High levels of neutralization were observed with undiluted serum, and at up to fivefold dilutions, but slightly less for the Y501 variant.
The same was true of the Eli Lilly monoclonal antibody Bamlanivimab (LY-CoV555), which was isolated from a convalescent COVID-19 patient. It was reported to inhibit the N501-RBD-ACE2 binding. Structural studies showed that it binds to the RBD near the site of the Y501 mutation. The researchers found the antibody bound with equivalent efficiency of binding to Y501-RBD and N501-RBD.
The binding affinity of the N501Y mutant for ACE2 is higher than its affinity for the antibody, however, even while the mutant strain spike protein shows tenfold higher affinity for ACE2 relative to the wildtype spike protein.
What are the implications?
These findings suggest that both the Pfizer-BioNTech vaccine and Bamlanivimab “should be still effective for COVID-19 patients contracting either with wildtype SARS-COV-2 or with the 501Y.V1 variant.”

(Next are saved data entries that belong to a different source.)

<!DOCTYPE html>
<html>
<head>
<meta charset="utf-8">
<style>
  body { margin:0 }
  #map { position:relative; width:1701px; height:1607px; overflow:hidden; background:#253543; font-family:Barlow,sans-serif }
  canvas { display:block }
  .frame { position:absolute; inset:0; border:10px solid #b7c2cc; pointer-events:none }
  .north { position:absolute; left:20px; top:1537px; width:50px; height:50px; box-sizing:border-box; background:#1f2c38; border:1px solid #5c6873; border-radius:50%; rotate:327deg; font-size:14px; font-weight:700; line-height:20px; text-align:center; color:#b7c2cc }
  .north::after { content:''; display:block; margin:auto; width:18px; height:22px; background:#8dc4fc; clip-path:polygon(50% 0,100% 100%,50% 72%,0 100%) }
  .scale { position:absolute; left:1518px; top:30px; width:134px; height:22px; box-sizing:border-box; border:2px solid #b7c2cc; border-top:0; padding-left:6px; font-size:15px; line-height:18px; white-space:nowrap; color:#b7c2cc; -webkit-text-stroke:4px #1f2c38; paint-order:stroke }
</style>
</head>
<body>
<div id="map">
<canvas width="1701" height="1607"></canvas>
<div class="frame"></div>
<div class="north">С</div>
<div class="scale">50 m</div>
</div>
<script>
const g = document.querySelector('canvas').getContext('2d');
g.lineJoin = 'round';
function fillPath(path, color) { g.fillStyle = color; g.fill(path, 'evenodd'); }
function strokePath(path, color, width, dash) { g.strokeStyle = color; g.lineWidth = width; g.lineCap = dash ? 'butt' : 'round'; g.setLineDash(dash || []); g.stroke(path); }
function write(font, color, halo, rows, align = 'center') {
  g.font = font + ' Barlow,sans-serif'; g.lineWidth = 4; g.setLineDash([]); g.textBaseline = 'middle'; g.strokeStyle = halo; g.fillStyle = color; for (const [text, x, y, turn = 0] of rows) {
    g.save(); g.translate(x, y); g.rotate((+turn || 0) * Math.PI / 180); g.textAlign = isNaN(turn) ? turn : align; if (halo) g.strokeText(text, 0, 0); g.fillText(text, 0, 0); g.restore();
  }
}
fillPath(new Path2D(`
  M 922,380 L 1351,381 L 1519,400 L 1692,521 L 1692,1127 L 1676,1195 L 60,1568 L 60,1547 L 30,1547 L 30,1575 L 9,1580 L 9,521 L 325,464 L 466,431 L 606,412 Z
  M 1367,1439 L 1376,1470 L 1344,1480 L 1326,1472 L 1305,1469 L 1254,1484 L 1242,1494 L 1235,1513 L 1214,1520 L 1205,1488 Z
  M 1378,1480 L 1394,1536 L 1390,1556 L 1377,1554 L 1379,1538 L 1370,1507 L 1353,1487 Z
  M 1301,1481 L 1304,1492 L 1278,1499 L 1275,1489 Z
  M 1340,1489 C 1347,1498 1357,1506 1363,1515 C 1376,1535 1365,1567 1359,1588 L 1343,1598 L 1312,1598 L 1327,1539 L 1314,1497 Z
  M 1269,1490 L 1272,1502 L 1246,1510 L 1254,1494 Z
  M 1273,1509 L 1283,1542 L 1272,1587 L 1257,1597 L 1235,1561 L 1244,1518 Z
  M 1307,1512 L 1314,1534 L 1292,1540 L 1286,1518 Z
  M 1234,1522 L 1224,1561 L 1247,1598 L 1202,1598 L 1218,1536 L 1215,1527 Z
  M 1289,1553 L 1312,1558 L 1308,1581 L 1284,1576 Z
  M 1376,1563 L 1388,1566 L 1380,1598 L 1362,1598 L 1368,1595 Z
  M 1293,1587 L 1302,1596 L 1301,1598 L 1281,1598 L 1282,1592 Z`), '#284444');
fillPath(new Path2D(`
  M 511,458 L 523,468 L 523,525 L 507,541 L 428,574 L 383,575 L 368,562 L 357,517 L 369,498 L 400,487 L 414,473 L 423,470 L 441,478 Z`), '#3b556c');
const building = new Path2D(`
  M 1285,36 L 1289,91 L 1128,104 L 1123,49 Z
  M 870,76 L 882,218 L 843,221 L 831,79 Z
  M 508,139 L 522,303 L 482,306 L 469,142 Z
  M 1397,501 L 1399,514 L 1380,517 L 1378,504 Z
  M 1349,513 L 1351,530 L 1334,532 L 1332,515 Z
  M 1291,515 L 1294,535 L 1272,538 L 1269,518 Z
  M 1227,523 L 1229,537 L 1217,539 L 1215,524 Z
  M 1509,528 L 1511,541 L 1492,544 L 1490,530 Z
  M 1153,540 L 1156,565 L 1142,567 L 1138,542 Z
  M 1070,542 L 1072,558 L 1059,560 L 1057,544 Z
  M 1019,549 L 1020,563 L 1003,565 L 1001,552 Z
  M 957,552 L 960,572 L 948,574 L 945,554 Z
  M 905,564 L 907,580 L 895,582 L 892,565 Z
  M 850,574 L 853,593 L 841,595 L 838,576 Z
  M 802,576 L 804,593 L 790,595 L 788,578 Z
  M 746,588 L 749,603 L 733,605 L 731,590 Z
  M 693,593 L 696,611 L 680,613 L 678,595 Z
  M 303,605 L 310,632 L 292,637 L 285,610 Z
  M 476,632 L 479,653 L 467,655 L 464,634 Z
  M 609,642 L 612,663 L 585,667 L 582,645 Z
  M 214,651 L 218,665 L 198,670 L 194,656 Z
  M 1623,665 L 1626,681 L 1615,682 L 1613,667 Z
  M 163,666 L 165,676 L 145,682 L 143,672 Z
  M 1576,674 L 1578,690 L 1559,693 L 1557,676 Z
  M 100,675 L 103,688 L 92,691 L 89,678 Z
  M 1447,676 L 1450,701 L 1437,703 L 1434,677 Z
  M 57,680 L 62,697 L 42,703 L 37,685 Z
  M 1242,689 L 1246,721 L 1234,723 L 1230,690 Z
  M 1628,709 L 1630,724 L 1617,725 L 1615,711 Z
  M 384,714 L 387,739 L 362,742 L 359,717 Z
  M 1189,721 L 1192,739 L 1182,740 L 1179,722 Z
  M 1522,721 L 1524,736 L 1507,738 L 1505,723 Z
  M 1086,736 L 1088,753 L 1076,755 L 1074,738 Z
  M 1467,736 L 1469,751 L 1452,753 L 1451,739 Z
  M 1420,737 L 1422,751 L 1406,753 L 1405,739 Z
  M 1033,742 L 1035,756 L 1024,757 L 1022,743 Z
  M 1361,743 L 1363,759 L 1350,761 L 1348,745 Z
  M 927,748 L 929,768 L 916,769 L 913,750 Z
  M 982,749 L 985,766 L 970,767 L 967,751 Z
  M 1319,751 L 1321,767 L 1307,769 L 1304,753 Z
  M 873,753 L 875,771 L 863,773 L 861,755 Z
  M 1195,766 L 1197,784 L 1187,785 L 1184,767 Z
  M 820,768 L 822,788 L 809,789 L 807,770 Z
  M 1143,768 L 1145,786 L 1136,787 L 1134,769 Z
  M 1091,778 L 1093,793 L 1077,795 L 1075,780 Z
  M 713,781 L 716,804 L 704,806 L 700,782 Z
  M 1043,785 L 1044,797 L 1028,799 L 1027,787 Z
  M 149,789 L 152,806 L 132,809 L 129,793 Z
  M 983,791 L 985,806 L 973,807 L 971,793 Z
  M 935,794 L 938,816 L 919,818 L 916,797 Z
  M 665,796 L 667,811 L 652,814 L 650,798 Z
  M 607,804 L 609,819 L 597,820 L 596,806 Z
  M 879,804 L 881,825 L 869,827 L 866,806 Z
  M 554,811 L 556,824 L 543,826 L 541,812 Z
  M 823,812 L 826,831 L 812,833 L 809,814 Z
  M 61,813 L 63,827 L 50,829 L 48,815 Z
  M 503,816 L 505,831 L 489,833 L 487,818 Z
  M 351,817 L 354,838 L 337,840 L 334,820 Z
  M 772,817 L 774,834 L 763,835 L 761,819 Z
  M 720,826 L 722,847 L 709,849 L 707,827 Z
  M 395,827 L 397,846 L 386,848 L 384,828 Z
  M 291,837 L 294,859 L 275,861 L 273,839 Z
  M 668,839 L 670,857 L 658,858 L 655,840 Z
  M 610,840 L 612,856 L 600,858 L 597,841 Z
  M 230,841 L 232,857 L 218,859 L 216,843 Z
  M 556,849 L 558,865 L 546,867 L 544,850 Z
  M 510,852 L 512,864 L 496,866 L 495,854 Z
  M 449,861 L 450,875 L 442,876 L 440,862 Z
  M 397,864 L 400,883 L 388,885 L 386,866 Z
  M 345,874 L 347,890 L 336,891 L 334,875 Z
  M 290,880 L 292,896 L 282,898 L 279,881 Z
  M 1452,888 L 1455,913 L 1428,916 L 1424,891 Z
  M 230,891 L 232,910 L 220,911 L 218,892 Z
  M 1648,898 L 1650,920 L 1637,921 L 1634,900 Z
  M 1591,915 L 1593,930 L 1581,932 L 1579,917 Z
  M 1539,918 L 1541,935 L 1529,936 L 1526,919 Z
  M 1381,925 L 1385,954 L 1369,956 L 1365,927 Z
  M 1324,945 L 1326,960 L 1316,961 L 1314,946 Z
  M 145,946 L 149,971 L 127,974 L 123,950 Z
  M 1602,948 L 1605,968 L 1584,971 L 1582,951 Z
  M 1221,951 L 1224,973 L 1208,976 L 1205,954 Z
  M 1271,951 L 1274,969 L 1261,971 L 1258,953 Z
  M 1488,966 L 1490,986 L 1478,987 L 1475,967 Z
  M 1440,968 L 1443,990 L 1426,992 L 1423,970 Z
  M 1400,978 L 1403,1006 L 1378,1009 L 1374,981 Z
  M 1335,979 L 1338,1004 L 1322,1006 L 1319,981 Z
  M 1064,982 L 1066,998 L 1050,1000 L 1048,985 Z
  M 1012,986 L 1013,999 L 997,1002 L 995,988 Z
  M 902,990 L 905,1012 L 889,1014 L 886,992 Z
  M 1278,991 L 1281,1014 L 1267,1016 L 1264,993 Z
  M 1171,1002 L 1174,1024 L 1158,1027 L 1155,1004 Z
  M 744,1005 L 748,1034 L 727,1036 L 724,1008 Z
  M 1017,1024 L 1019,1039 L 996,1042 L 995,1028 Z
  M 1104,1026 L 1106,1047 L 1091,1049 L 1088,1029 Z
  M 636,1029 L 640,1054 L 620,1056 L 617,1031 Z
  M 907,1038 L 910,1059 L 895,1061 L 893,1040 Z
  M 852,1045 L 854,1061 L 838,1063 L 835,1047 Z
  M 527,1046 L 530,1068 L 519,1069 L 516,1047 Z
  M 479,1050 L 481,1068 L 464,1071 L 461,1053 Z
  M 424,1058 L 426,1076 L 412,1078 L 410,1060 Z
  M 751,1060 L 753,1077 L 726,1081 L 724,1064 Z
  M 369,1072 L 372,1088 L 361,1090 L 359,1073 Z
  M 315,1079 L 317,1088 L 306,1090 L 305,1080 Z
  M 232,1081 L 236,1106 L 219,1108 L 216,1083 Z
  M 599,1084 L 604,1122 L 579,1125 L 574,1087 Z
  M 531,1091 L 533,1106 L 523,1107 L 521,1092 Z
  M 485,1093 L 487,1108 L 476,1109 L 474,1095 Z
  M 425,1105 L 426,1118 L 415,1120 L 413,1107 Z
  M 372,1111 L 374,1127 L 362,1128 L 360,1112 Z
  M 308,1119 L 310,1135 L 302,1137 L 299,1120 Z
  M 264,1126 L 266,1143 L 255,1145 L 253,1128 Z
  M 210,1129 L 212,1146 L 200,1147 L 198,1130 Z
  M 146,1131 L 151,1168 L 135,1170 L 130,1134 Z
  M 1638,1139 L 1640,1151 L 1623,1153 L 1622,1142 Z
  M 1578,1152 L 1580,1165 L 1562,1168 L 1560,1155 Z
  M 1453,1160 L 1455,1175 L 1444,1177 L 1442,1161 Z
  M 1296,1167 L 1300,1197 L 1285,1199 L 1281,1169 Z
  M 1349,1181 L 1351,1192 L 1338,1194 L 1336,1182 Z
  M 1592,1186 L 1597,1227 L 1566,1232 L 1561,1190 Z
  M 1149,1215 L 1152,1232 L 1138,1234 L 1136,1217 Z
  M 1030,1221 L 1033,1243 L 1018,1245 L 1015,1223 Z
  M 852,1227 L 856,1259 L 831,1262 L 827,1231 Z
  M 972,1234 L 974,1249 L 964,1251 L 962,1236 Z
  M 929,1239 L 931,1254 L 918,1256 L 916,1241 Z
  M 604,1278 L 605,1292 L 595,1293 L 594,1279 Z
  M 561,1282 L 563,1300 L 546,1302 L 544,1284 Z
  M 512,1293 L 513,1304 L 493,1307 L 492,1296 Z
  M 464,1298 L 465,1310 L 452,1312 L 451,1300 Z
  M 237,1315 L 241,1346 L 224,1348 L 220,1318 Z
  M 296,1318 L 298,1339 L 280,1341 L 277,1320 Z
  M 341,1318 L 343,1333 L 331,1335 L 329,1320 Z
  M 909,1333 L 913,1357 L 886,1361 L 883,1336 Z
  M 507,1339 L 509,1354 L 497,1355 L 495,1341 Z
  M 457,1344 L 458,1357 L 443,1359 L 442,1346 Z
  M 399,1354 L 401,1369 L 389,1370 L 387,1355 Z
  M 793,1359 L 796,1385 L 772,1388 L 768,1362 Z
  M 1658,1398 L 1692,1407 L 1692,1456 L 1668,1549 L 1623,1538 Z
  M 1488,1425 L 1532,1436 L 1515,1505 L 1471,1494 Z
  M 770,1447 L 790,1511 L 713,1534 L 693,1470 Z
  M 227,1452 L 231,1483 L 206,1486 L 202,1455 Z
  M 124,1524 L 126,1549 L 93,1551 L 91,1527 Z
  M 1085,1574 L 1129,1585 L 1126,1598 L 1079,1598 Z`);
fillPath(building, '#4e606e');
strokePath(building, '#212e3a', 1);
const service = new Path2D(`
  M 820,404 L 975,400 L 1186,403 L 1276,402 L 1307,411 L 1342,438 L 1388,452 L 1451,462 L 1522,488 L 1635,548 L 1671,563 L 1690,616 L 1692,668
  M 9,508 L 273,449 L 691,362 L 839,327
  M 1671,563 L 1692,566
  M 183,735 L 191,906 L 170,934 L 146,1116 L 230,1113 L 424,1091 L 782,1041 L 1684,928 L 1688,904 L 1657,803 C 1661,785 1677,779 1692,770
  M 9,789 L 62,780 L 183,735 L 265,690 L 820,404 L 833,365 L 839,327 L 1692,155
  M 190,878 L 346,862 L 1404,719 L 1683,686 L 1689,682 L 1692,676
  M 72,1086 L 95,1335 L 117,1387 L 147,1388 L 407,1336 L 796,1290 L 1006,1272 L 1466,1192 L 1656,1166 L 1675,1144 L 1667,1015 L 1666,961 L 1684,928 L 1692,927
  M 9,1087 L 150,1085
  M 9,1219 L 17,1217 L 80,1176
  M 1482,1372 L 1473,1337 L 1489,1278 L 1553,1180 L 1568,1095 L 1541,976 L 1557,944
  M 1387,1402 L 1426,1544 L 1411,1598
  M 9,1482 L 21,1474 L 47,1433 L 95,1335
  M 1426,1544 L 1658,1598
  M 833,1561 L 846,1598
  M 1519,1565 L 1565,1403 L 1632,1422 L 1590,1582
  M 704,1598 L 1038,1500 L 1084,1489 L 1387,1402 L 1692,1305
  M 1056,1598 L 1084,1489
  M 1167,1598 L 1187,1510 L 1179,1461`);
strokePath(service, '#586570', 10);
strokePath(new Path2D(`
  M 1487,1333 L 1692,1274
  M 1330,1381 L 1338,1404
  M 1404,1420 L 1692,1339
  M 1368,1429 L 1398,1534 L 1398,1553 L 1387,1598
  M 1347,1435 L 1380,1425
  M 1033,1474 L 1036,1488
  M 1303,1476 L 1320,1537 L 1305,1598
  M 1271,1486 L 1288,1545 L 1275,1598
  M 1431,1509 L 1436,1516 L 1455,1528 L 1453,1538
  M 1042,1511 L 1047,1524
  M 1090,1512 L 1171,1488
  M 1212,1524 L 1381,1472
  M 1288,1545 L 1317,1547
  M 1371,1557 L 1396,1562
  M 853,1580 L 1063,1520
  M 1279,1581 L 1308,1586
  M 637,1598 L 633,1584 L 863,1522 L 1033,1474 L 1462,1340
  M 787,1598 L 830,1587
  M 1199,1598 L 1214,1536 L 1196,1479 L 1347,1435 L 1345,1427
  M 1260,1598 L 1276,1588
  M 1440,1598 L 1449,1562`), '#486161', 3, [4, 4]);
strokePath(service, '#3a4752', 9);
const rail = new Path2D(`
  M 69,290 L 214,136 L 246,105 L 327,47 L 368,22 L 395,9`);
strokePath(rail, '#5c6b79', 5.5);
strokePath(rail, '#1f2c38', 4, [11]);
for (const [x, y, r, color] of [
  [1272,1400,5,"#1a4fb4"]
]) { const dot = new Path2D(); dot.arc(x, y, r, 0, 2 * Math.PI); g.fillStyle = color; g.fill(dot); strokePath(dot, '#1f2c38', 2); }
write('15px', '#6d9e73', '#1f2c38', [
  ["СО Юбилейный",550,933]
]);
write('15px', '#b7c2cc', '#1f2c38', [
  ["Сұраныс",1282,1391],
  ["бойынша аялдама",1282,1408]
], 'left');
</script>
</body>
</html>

However, since the binding affinity of the Y501-RBD UK spike variant for the antibody is lower than its affinity for ACE2, neutralization may be achieved only with higher concentrations of Bamlanivimab in patients infected with this strain.
The South African and Brazil variants have K417N and E484K mutations in addition to the N501Y mutation, both at the RBD. The E484 forms a salt bridge with the R50 residue in the antibody, and this may be abolished or drastically reduced with the K484 variant. If so, this could lead to loss of efficacy of Bamlanivimab against these variants.
From this regard, therapeutic antibodies to treat COVID-19 patients should be adjusted for new emerging variants.”
bioRxiv publishes preliminary scientific reports that are not peer-reviewed and, therefore, should not be regarded as conclusive, guide clinical practice/health-related behavior, or treated as established information.